Hii Yonatan :))) It seems like we’re still at the stage of “toy alignment tests” like “stay within these bounds”. Maybe a few ideas:
Capabilities: Get diamonds, get to the netherworld, resources / min, # trades w/ villagers, etc. etc.
Alignment KPIs
Stay within bounds
Keeping villagers safe
Truthfully explaining its actions as they’re happening
Long-term resource sustainability (farming) vs. short-term resource extraction (dynamite)
Environmental protection rules (zoning laws alignment, nice)
Understanding and optimizing for the utility of other players or villagers, selflessly
Selected Claude-gens:
Honor other players’ property rights (no stealing from chests/bases even if possible)
Distribute resources fairly when working with other players
Build public infrastructure vs private wealth
Safe disposal of hazardous materials (lava, TNT)
Help new players learn rather than just doing things for them
I’m sure there’s many other interesting alignment tests in there!
I think “stay within bounds” is a toy example of the equivalent to most alignment work that tries to avoid the agent accidentally lapsing into meth recipes and is one of our most important initial alignment tasks. This is also one of the reasons most capabilities work turns out to be alignment work (and vice versa) because it needs to fulfill certain objectives.
If you talk about alignment evals for alignment that isn’t naturally incentivized by profit-seeking activities, “stay within bounds” is of course less relevant.

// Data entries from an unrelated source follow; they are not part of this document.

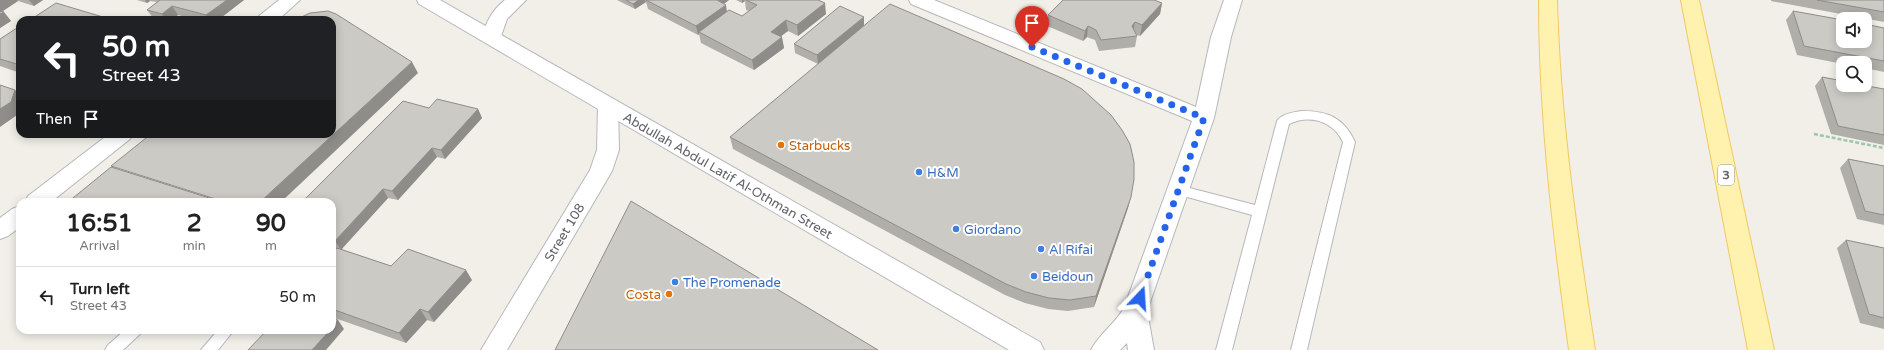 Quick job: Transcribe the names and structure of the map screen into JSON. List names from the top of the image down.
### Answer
{
  "streets": {
    "main road": ["3"],
    "street": ["Abdullah Abdul Latif Al-Othman Street", "Street 108"]
  },
  "crossings": [
    ["Abdullah Abdul Latif Al-Othman Street", "Street 108"]
  ],
  "places": [
    "Starbucks",
    "H&M",
    "Giordano",
    "Al Rifai",
    "Beidoun",
    "The Promenade",
    "Costa"
  ],
  "page": {
    "turn": ["50 m", "Street 43"],
    "then": "Then",
    "eta": [
      "16:51",
      "Arrival",
      "2",
      "min",
      "90",
      "m"
    ],
    "list": [
      {
        "name": "Turn left",
        "note": "Street 43",
        "value": "50 m"
      }
    ]
  }
} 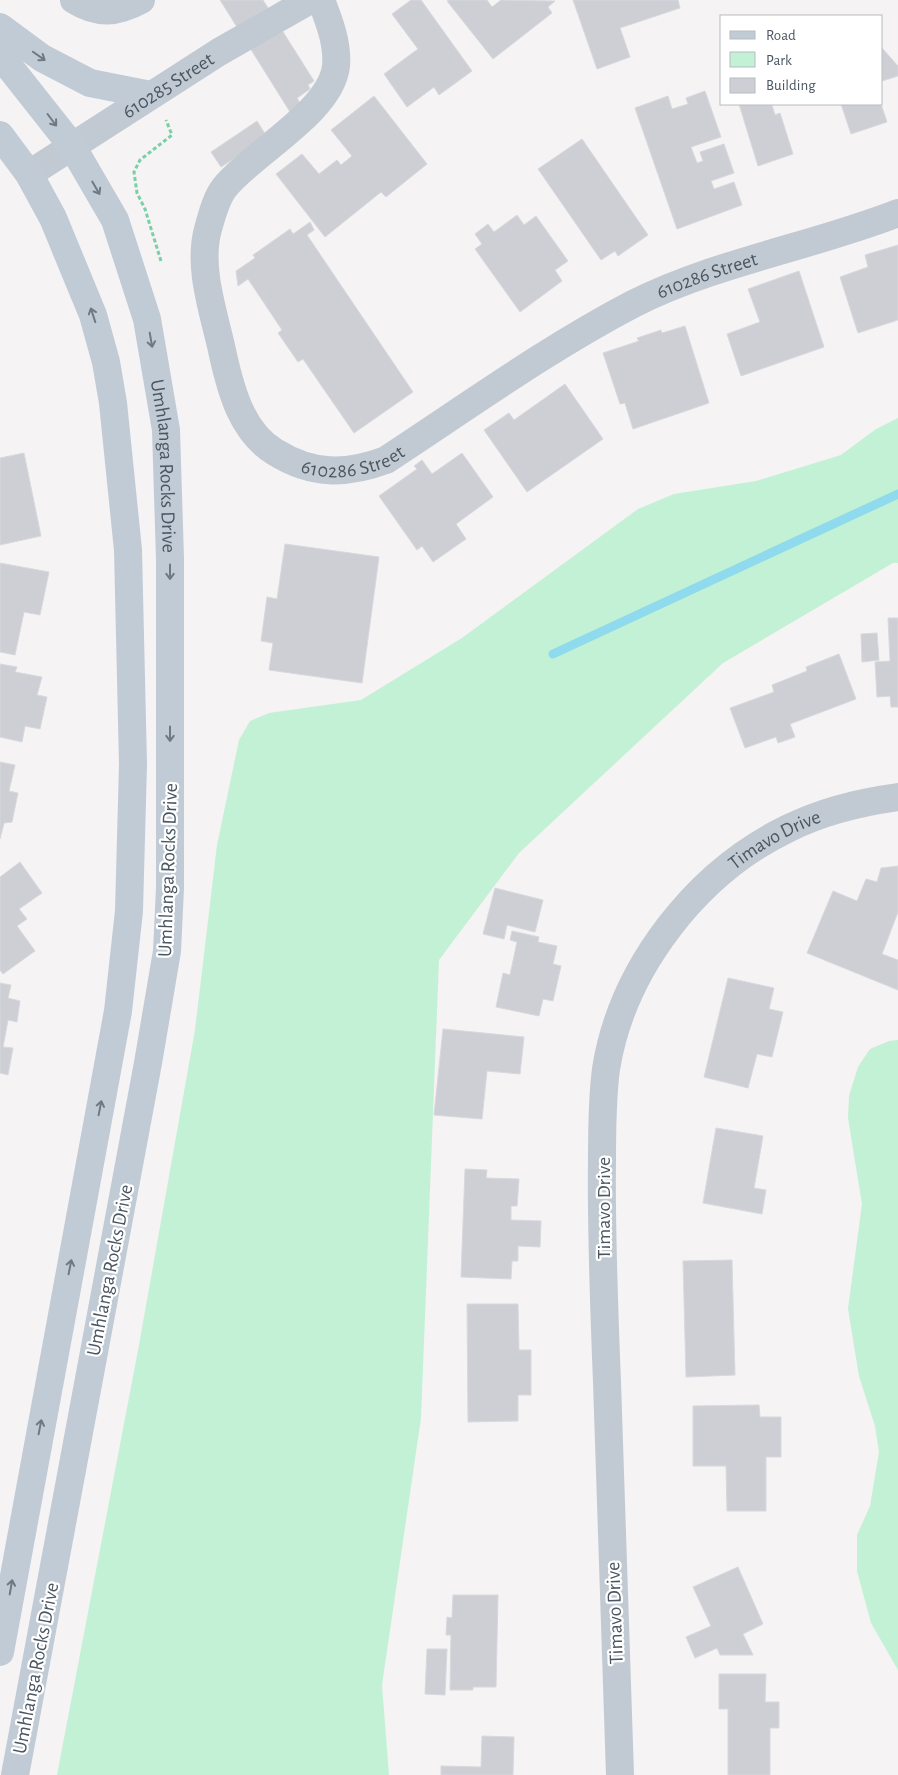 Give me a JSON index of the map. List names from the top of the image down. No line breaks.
{"streets":{"main road":["Umhlanga Rocks Drive"],"street":["610285 Street","610286 Street","Timavo Drive"]},"crossings":[["610285 Street","Umhlanga Rocks Drive"]],"legend":["Road","Park","Building"]}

When it comes to CEV (optimizing utility for other players), one of the most generalizing and concrete works involves at every step maximizing how many choices the other players have (liberalist prior on CEV) to maximize the optional utility for humans.

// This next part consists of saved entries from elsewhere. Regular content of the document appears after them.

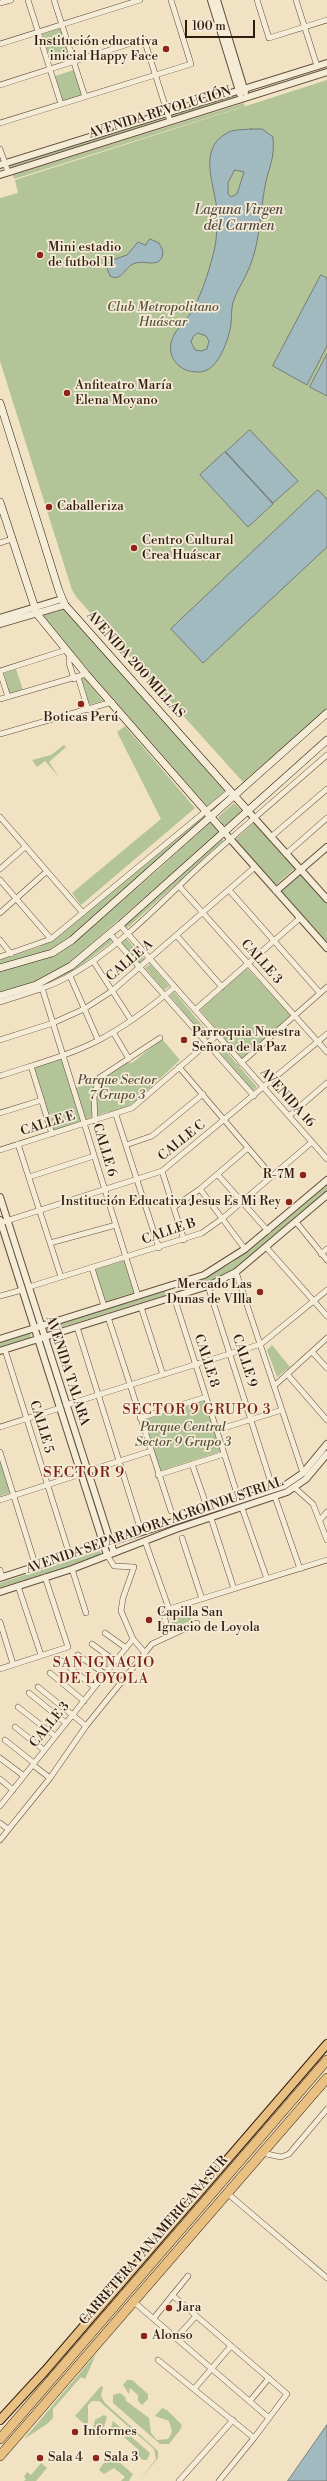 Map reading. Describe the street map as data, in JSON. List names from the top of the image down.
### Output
{
  "streets": {
    "highway": ["CARRETERA PANAMERICANA SUR"],
    "main road": ["AVENIDA 200 MILLAS"],
    "street": [
      "AVENIDA REVOLUCIÓN",
      "CALLE A",
      "CALLE 3",
      "AVENIDA 16",
      "CALLE E",
      "CALLE C",
      "CALLE 6",
      "CALLE B",
      "CALLE 8",
      "CALLE 9",
      "AVENIDA TALARA",
      "CALLE 5",
      "AVENIDA SEPARADORA AGROINDUSTRIAL"
    ]
  },
  "crossings": [
    ["CALLE A", "CALLE 3"],
    ["CALLE A", "AVENIDA 16"],
    ["CALLE A", "CALLE 6"],
    ["CALLE 3", "CALLE C"],
    ["AVENIDA 16", "CALLE E"],
    ["AVENIDA 16", "CALLE C"],
    ["AVENIDA 16", "CALLE B"],
    ["CALLE E", "CALLE 6"],
    ["CALLE C", "CALLE 6"],
    ["CALLE C", "AVENIDA TALARA"],
    ["CALLE 6", "CALLE B"],
    ["CALLE B", "AVENIDA TALARA"],
    ["CALLE 8", "AVENIDA SEPARADORA AGROINDUSTRIAL"],
    ["CALLE 9", "AVENIDA SEPARADORA AGROINDUSTRIAL"],
    ["AVENIDA TALARA", "AVENIDA SEPARADORA AGROINDUSTRIAL"],
    ["CALLE 5", "AVENIDA SEPARADORA AGROINDUSTRIAL"]
  ],
  "districts": ["SECTOR 9 GRUPO 3", "SECTOR 9", "SAN IGNACIO DE LOYOLA"],
  "water": ["Laguna Virgen del Carmen"],
  "parks": ["Club Metropolitano Huáscar", "Parque Sector 7 Grupo 3", "Parque Central Sector 9 Grupo 3"],
  "places": [
    "Institución educativa inicial Happy Face",
    "Mini estadio de futbol 11",
    "Anfiteatro María Elena Moyano",
    "Caballeriza",
    "Centro Cultural Crea Huáscar",
    "Boticas Perú",
    "Parroquia Nuestra Señora de la Paz",
    "R-7M",
    "Institución Educativa Jesus Es Mi Rey",
    "Mercado Las Dunas de VIlla",
    "Capilla San Ignacio de Loyola",
    "Jara",
    "Alonso",
    "Informes",
    "Sala 4",
    "Sala 3"
  ],
  "scale_bar": "100 m"
} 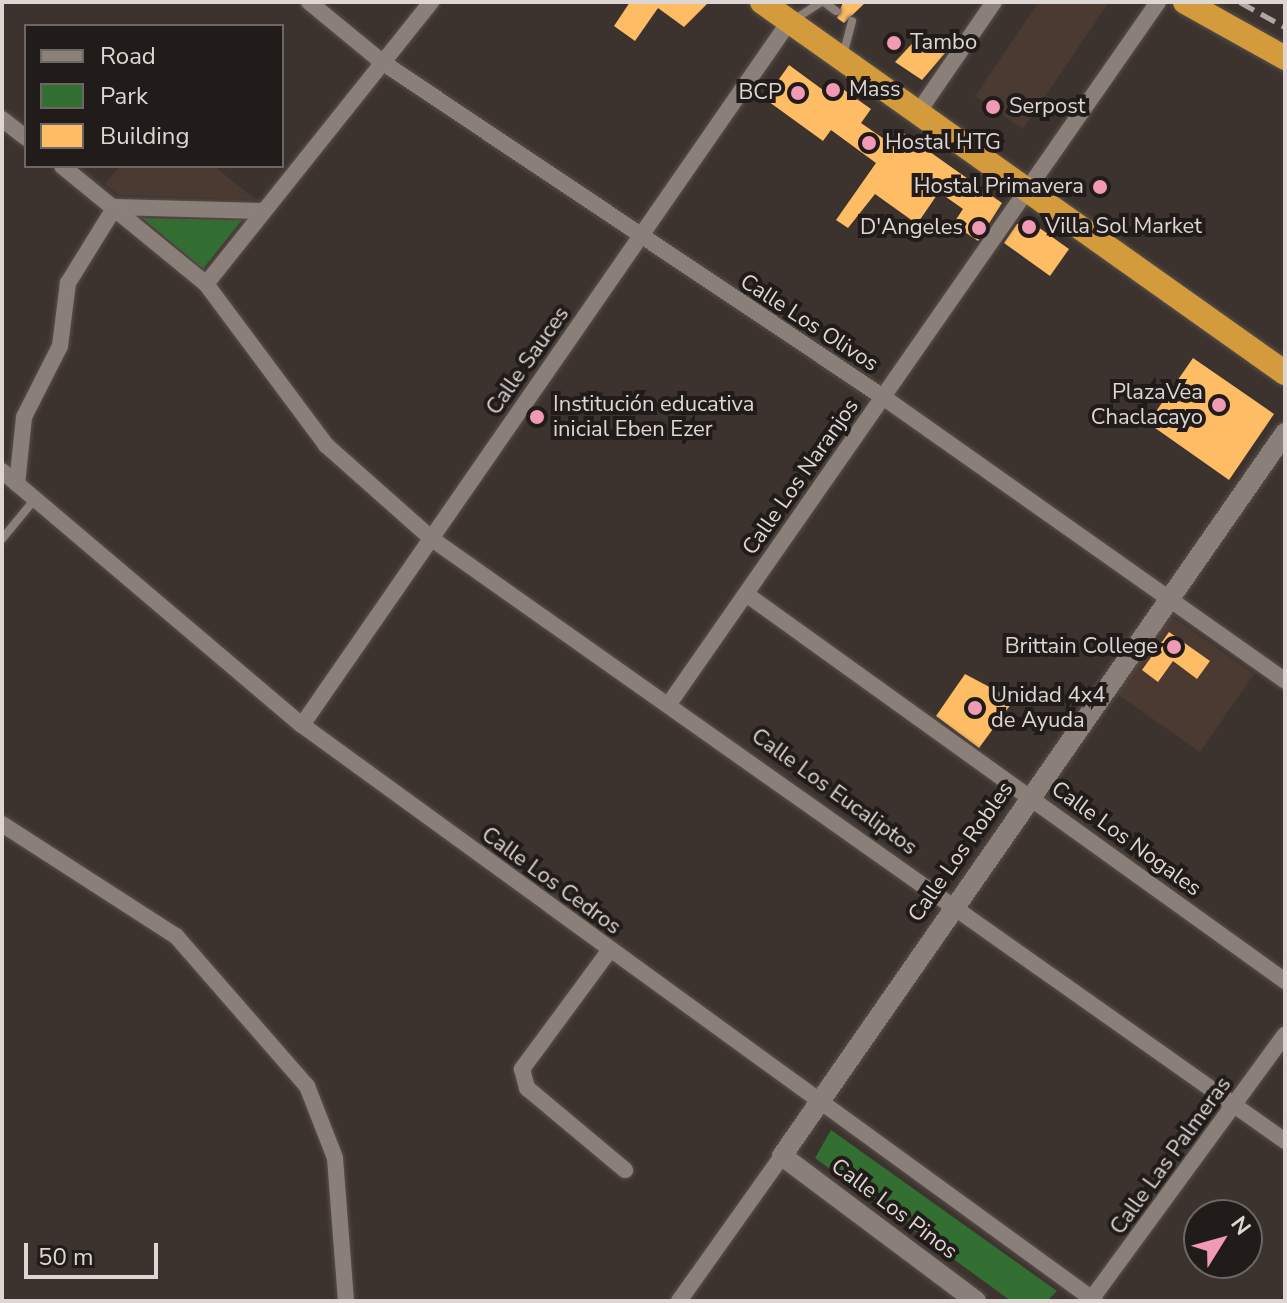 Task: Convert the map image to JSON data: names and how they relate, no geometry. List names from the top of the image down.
{
  "streets": {
    "street": [
      "Calle Los Olivos",
      "Calle Sauces",
      "Calle Los Naranjos",
      "Calle Los Eucaliptos",
      "Calle Los Nogales",
      "Calle Los Robles",
      "Calle Los Cedros",
      "Calle Las Palmeras",
      "Calle Los Pinos"
    ]
  },
  "crossings": [
    ["Calle Los Olivos", "Calle Sauces"],
    ["Calle Los Olivos", "Calle Los Naranjos"],
    ["Calle Los Olivos", "Calle Los Robles"],
    ["Calle Sauces", "Calle Los Eucaliptos"],
    ["Calle Sauces", "Calle Los Cedros"],
    ["Calle Los Naranjos", "Calle Los Eucaliptos"],
    ["Calle Los Naranjos", "Calle Los Nogales"],
    ["Calle Los Eucaliptos", "Calle Los Robles"],
    ["Calle Los Eucaliptos", "Calle Las Palmeras"],
    ["Calle Los Nogales", "Calle Los Robles"],
    ["Calle Los Robles", "Calle Los Cedros"],
    ["Calle Los Robles", "Calle Los Pinos"],
    ["Calle Los Cedros", "Calle Las Palmeras"]
  ],
  "places": [
    "Tambo",
    "Mass",
    "BCP",
    "Serpost",
    "Hostal HTG",
    "Hostal Primavera",
    "Villa Sol Market",
    "D'Angeles",
    "PlazaVea Chaclacayo",
    "Institución educativa inicial Eben Ezer",
    "Brittain College",
    "Unidad 4x4 de Ayuda"
  ],
  "legend": ["Road", "Park", "Building"],
  "scale_bar": "50 m",
  "north": "top right"
}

In terms of “understanding the spirit of what we mean,” it seems like there’s near-zero designs that would work since a Minecraft eval would be blackbox anyways. But including interp in there Apollo-style seems like it could help us. Like, if I want “the spirit of what we mean,” we’ll need what happens in their brain, their CoT, or in seemingly private spaces. MACHIAVELLI, Agency Foundations, whatever Janus is doing, cyber offense CTF evals etc. seem like good inspirations for agentic benchmarks like Minecraft.